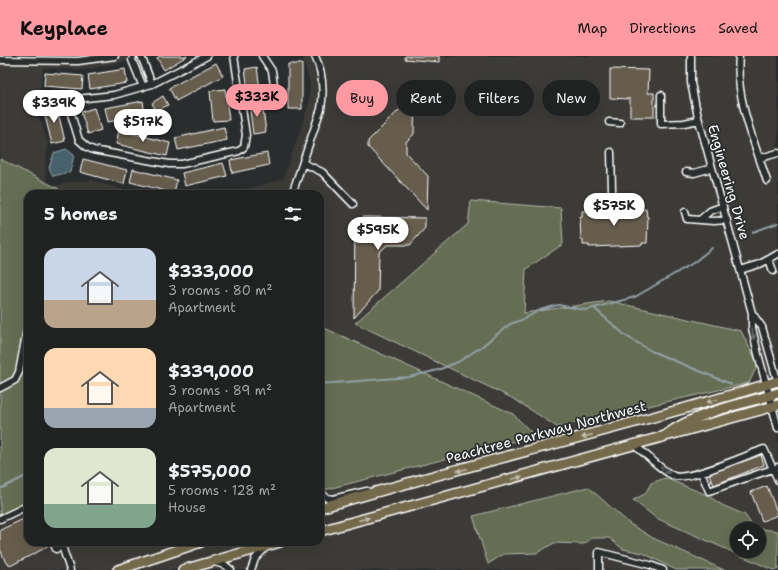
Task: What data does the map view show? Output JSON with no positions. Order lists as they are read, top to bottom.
{
  "streets": {
    "highway": ["Peachtree Parkway Northwest"],
    "street": ["Engineering Drive"]
  },
  "crossings": [
    ["Engineering Drive", "Peachtree Parkway Northwest"]
  ],
  "page": {
    "header": "Keyplace",
    "nav": ["Map", "Directions", "Saved"],
    "chip": [
      "Buy",
      "Rent",
      "Filters",
      "New"
    ],
    "price": [
      "$333K",
      "$339K",
      "$517K",
      "$575K",
      "$595K"
    ],
    "heading": "5 homes",
    "list": [
      {
        "name": "$333,000",
        "note": "3 rooms · 80 m² · Apartment"
      },
      {
        "name": "$339,000",
        "note": "3 rooms · 89 m² · Apartment"
      },
      {
        "name": "$575,000",
        "note": "5 rooms · 128 m² · House"
      }
    ]
  }
}
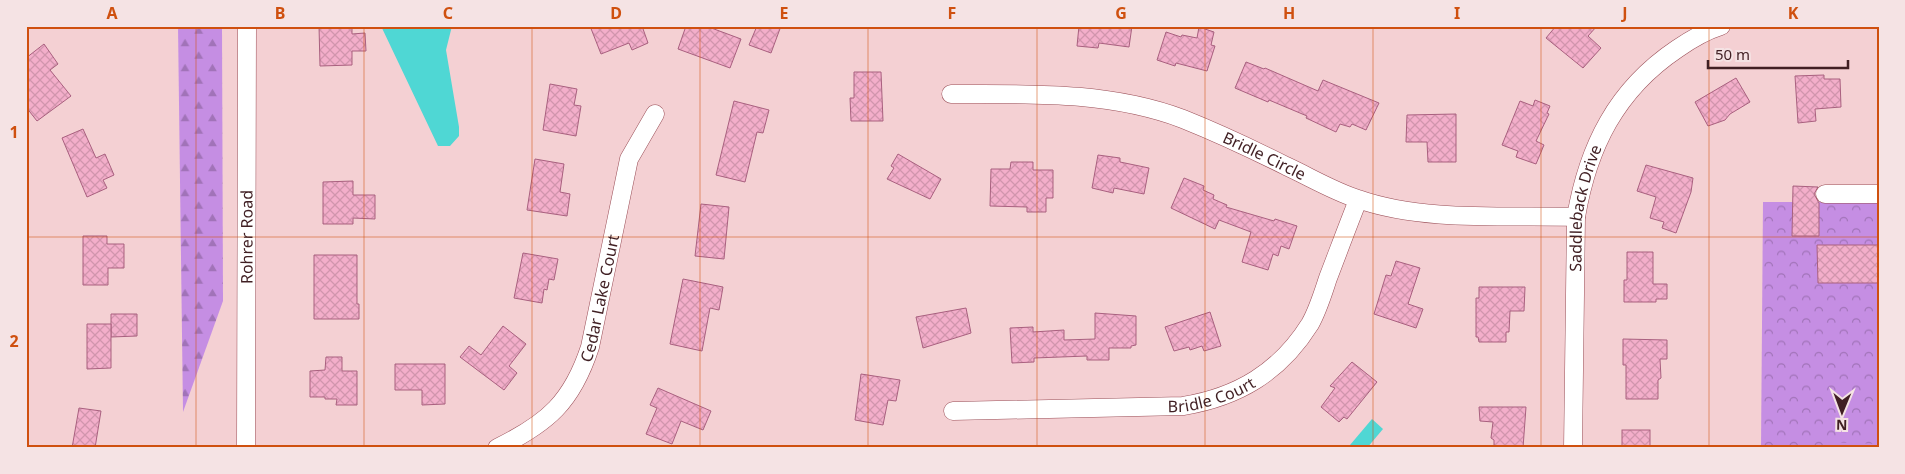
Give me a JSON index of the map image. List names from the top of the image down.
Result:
{
  "streets": {
    "street": [
      "Bridle Circle",
      "Saddleback Drive",
      "Rohrer Road",
      "Cedar Lake Court",
      "Bridle Court"
    ]
  },
  "crossings": [
    ["Bridle Circle", "Saddleback Drive"],
    ["Bridle Circle", "Bridle Court"]
  ],
  "scale_bar": "50 m",
  "north": "bottom",
  "grid": {
    "columns": [
      "A",
      "B",
      "C",
      "D",
      "E",
      "F",
      "G",
      "H",
      "I",
      "J",
      "K"
    ],
    "rows": ["1", "2"]
  }
}
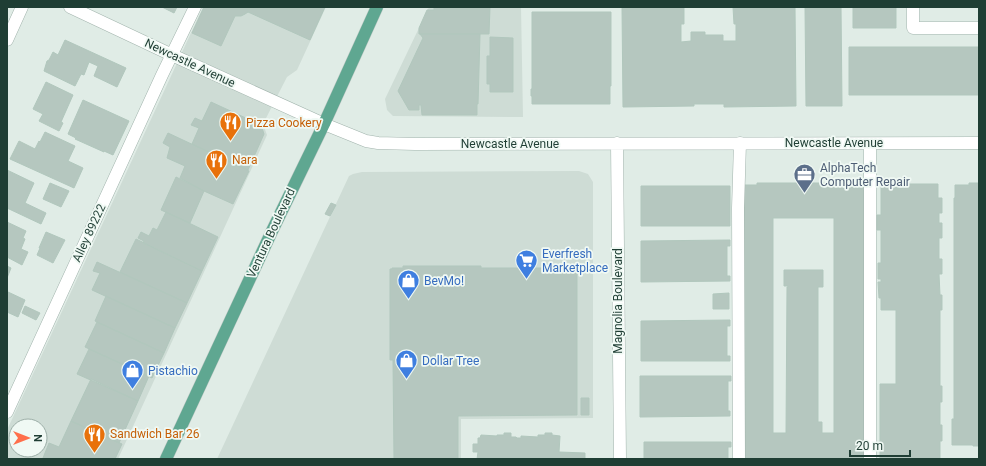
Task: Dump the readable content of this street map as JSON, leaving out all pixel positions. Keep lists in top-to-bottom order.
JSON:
{
  "streets": {
    "main road": ["Ventura Boulevard"],
    "street": ["Newcastle Avenue", "Alley 89222", "Magnolia Boulevard"]
  },
  "crossings": [
    ["Newcastle Avenue", "Alley 89222"],
    ["Newcastle Avenue", "Ventura Boulevard"],
    ["Newcastle Avenue", "Magnolia Boulevard"]
  ],
  "places": {
    "restaurant": ["Pizza Cookery", "Nara", "Sandwich Bar 26"],
    "office": ["AlphaTech Computer Repair"],
    "supermarket": ["Everfresh Marketplace"],
    "shop": ["BevMo!", "Dollar Tree", "Pistachio"]
  },
  "scale_bar": "20 m",
  "north": "right"
}
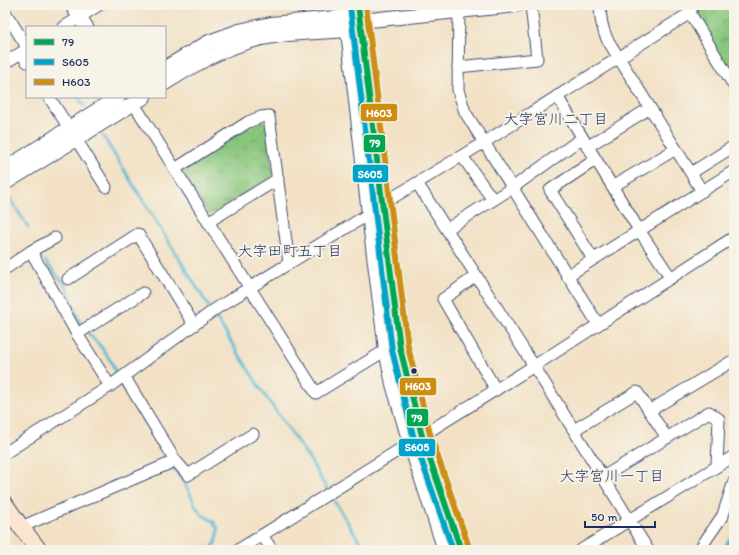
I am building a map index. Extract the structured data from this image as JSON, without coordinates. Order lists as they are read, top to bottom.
{
  "districts": ["大字宮川二丁目", "大字田町五丁目", "大字宮川一丁目"],
  "lines": ["transit line 79", "transit line H603", "transit line S605"],
  "legend": ["79", "S605", "H603"],
  "scale_bar": "50 m"
}
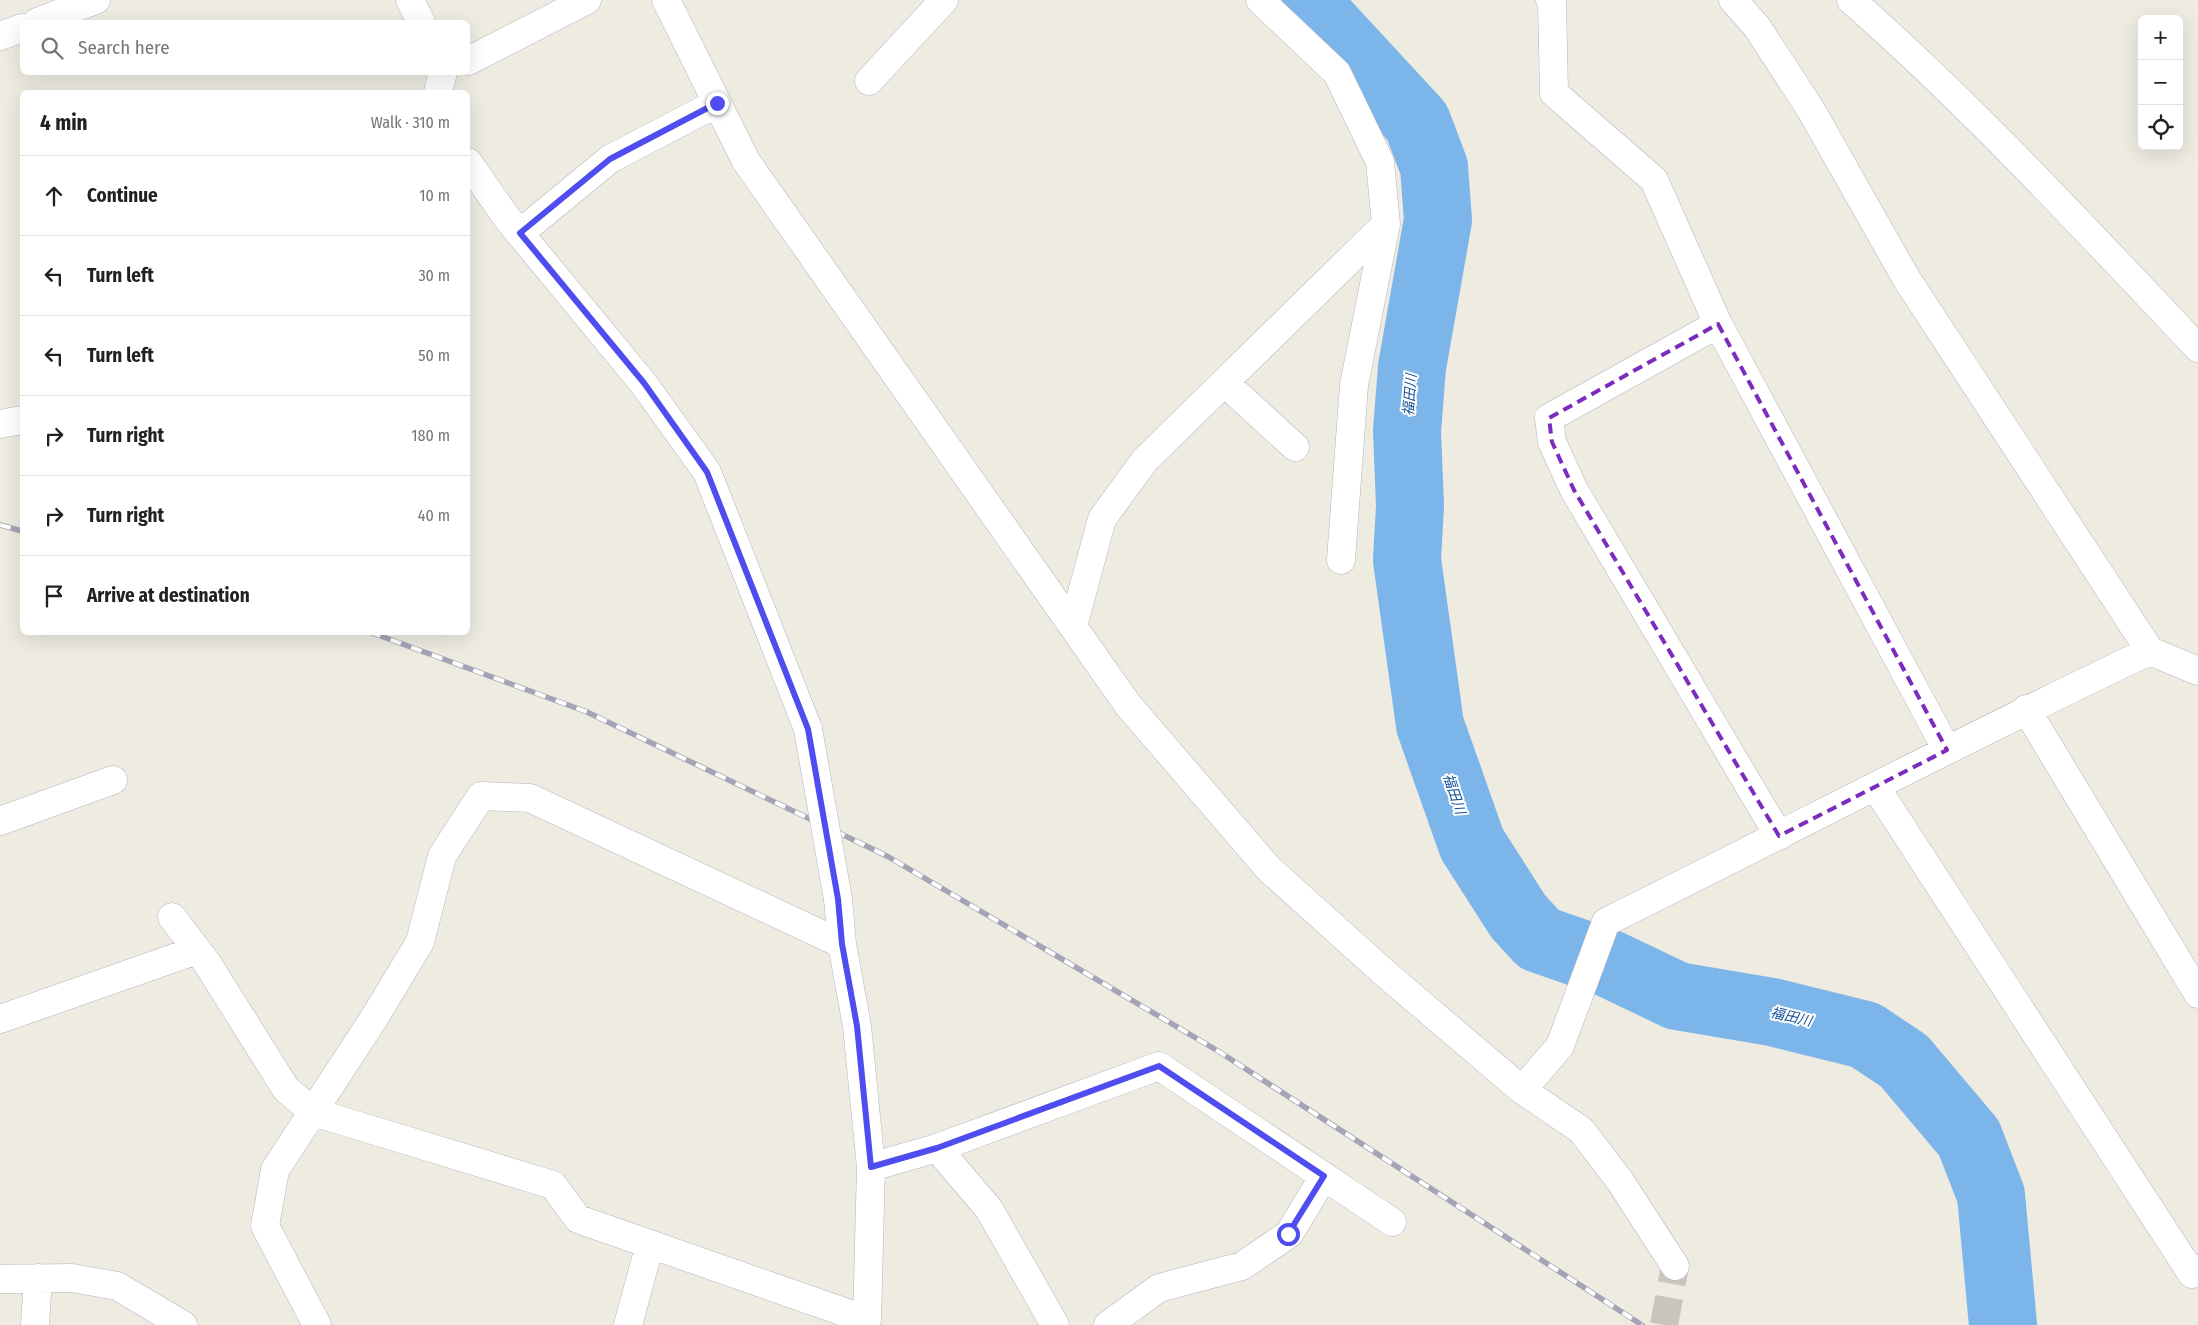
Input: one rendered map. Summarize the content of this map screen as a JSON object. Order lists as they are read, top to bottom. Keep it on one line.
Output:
{"water":["福田川"],"page":{"map_buttons":["+","−"],"search":"Search here","heading":["4 min","Walk · 310 m"],"list":[["Continue","10 m"],["Turn left","30 m"],["Turn left","50 m"],["Turn right","180 m"],["Turn right","40 m"],"Arrive at destination"]}}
◆ ◆ ◆ ◆
■ Exercise ■
Drop the pictures and reproduce the rest of the data above exactly.

■ Result of the exercise ■
Task: What data does the map view show? Output JSON with no positions. Order lists as they are read, top to bottom.
{
  "streets": {
    "highway": ["Peachtree Parkway Northwest"],
    "street": ["Engineering Drive"]
  },
  "crossings": [
    ["Engineering Drive", "Peachtree Parkway Northwest"]
  ],
  "page": {
    "header": "Keyplace",
    "nav": ["Map", "Directions", "Saved"],
    "chip": [
      "Buy",
      "Rent",
      "Filters",
      "New"
    ],
    "price": [
      "$333K",
      "$339K",
      "$517K",
      "$575K",
      "$595K"
    ],
    "heading": "5 homes",
    "list": [
      {
        "name": "$333,000",
        "note": "3 rooms · 80 m² · Apartment"
      },
      {
        "name": "$339,000",
        "note": "3 rooms · 89 m² · Apartment"
      },
      {
        "name": "$575,000",
        "note": "5 rooms · 128 m² · House"
      }
    ]
  }
}
Give me a JSON index of the map image. List names from the top of the image down.
Result:
{
  "streets": {
    "street": [
      "Bridle Circle",
      "Saddleback Drive",
      "Rohrer Road",
      "Cedar Lake Court",
      "Bridle Court"
    ]
  },
  "crossings": [
    ["Bridle Circle", "Saddleback Drive"],
    ["Bridle Circle", "Bridle Court"]
  ],
  "scale_bar": "50 m",
  "north": "bottom",
  "grid": {
    "columns": [
      "A",
      "B",
      "C",
      "D",
      "E",
      "F",
      "G",
      "H",
      "I",
      "J",
      "K"
    ],
    "rows": ["1", "2"]
  }
}
Task: Dump the readable content of this street map as JSON, leaving out all pixel positions. Keep lists in top-to-bottom order.
JSON:
{
  "streets": {
    "main road": ["Ventura Boulevard"],
    "street": ["Newcastle Avenue", "Alley 89222", "Magnolia Boulevard"]
  },
  "crossings": [
    ["Newcastle Avenue", "Alley 89222"],
    ["Newcastle Avenue", "Ventura Boulevard"],
    ["Newcastle Avenue", "Magnolia Boulevard"]
  ],
  "places": {
    "restaurant": ["Pizza Cookery", "Nara", "Sandwich Bar 26"],
    "office": ["AlphaTech Computer Repair"],
    "supermarket": ["Everfresh Marketplace"],
    "shop": ["BevMo!", "Dollar Tree", "Pistachio"]
  },
  "scale_bar": "20 m",
  "north": "right"
}
I am building a map index. Extract the structured data from this image as JSON, without coordinates. Order lists as they are read, top to bottom.
{
  "districts": ["大字宮川二丁目", "大字田町五丁目", "大字宮川一丁目"],
  "lines": ["transit line 79", "transit line H603", "transit line S605"],
  "legend": ["79", "S605", "H603"],
  "scale_bar": "50 m"
}
Input: one rendered map. Summarize the content of this map screen as a JSON object. Order lists as they are read, top to bottom. Keep it on one line.
Output:
{"water":["福田川"],"page":{"map_buttons":["+","−"],"search":"Search here","heading":["4 min","Walk · 310 m"],"list":[["Continue","10 m"],["Turn left","30 m"],["Turn left","50 m"],["Turn right","180 m"],["Turn right","40 m"],"Arrive at destination"]}}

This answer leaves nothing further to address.